Shutting down South Africa’s 2G networks to make way for newer technology is no small task as many businesses with legacy machine-to-machine and Internet of Things systems rely on it.
However, because of how starved they are for spectrum, Vodacom and MTN have told MyBroadband that they are looking at ways to turn off old 2G and 3G networks to focus on 4G and 5G technologies.
Radio frequency spectrum is raw capacity for the wireless portion of a cellular network that connects mobile devices to base stations.
Networks have explained that whatever additional spectrum they can get their hands on will allow them to improve 4G and 5G coverage and drive down mobile data prices in South Africa.
“In the absence of new spectrum, and having to use existing spectrum for legacy 2G technology, operators such as Vodacom need to build more base stations to cope with the continued growth in data traffic,” Vodacom stated.
“This was further accelerated by the COVID pandemic.”
A long-awaited spectrum auction managed by the Independent Communications Authority of South Africa (ICASA) is currently stalled due to legal action from Telkom and MTN.
ICASA has also warned that it does not intend to extend temporary radio frequency spectrum licences that were granted to network operators as part of the disaster regulations, issued in response to the National State of Disaster declared due to the COVID-19 pandemic.

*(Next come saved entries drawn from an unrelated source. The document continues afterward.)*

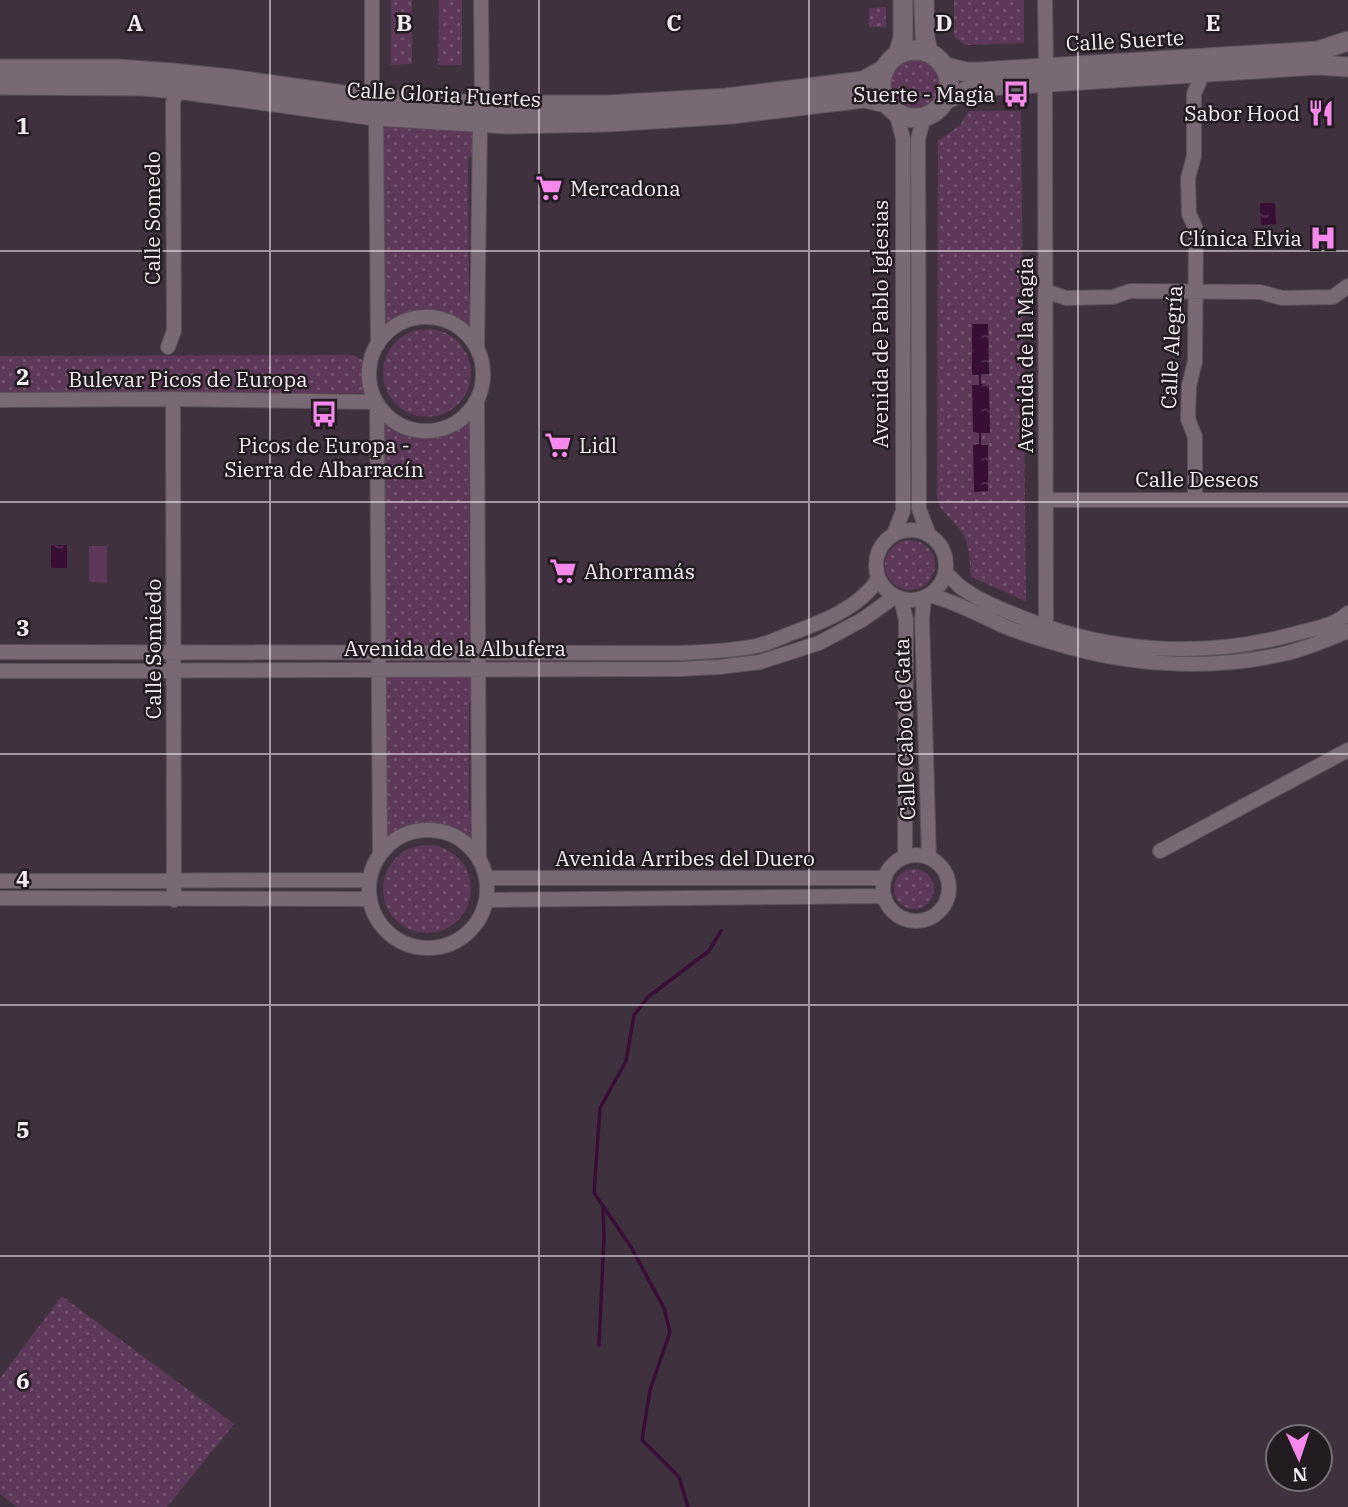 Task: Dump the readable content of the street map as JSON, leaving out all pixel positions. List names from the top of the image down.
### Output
{
  "streets": {
    "main road": ["Calle Suerte", "Calle Gloria Fuertes"],
    "street": [
      "Calle Somedo",
      "Avenida de Pablo Iglesias",
      "Calle Alegría",
      "Avenida de la Magia",
      "Bulevar Picos de Europa",
      "Calle Deseos",
      "Avenida de la Albufera",
      "Calle Somiedo",
      "Calle Cabo de Gata",
      "Avenida Arribes del Duero"
    ]
  },
  "crossings": [
    ["Calle Suerte", "Calle Gloria Fuertes"],
    ["Calle Suerte", "Avenida de Pablo Iglesias"],
    ["Calle Suerte", "Calle Alegría"],
    ["Calle Suerte", "Avenida de la Magia"],
    ["Calle Gloria Fuertes", "Calle Somedo"],
    ["Calle Gloria Fuertes", "Avenida de Pablo Iglesias"],
    ["Avenida de Pablo Iglesias", "Avenida de la Albufera"],
    ["Avenida de Pablo Iglesias", "Calle Cabo de Gata"],
    ["Calle Alegría", "Calle Deseos"],
    ["Avenida de la Magia", "Calle Deseos"],
    ["Bulevar Picos de Europa", "Calle Somiedo"],
    ["Avenida de la Albufera", "Calle Somiedo"],
    ["Avenida de la Albufera", "Calle Cabo de Gata"],
    ["Calle Cabo de Gata", "Avenida Arribes del Duero"]
  ],
  "places": {
    "bus stop": ["Suerte - Magia", "Picos de Europa - Sierra de Albarracín"],
    "restaurant": ["Sabor Hood"],
    "supermarket": ["Mercadona", "Lidl", "Ahorramás"],
    "hospital": ["Clínica Elvia"]
  },
  "north": "bottom",
  "grid": {
    "columns": [
      "A",
      "B",
      "C",
      "D",
      "E"
    ],
    "rows": [
      "1",
      "2",
      "3",
      "4",
      "5",
      "6"
    ]
  }
}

This shortage of spectrum, together with the constantly increasing demand on their networks, put South Africa’s mobile operators in a position where they have to build more base stations in areas where they already have coverage to extend their network capacity.
“These factors are significant barriers to further reducing mobile data prices in the country,” said Vodacom.
“Operators such as Vodacom have not received any new spectrum in South Africa in over 15 years. In a spectrum constrained environment, valuable spectrum still needs to be used for legacy technologies such as 2G and cannot be ‘re-farmed’ for newer, more efficient technologies such as 4G.”
For this reason Vodacom and MTN are looking at ways to decrease South Africans’ reliance on older cellular technologies like 2G and 3G networks.
“2G technology, which is over 27 years old, was originally designed to enable mobile voice calls. It is not capable of providing mobile broadband services, which are critical to extending digital inclusion,” Vodacom said.
“While Vodacom would like to reduce the existing spectrum resources used to sustain the current 2G network, this will not be done without consideration for the millions of consumers, M2M (machine to machine) and IoT (Internet of Things) customers who rely on the 2G network due to the technology limitations of their current devices.”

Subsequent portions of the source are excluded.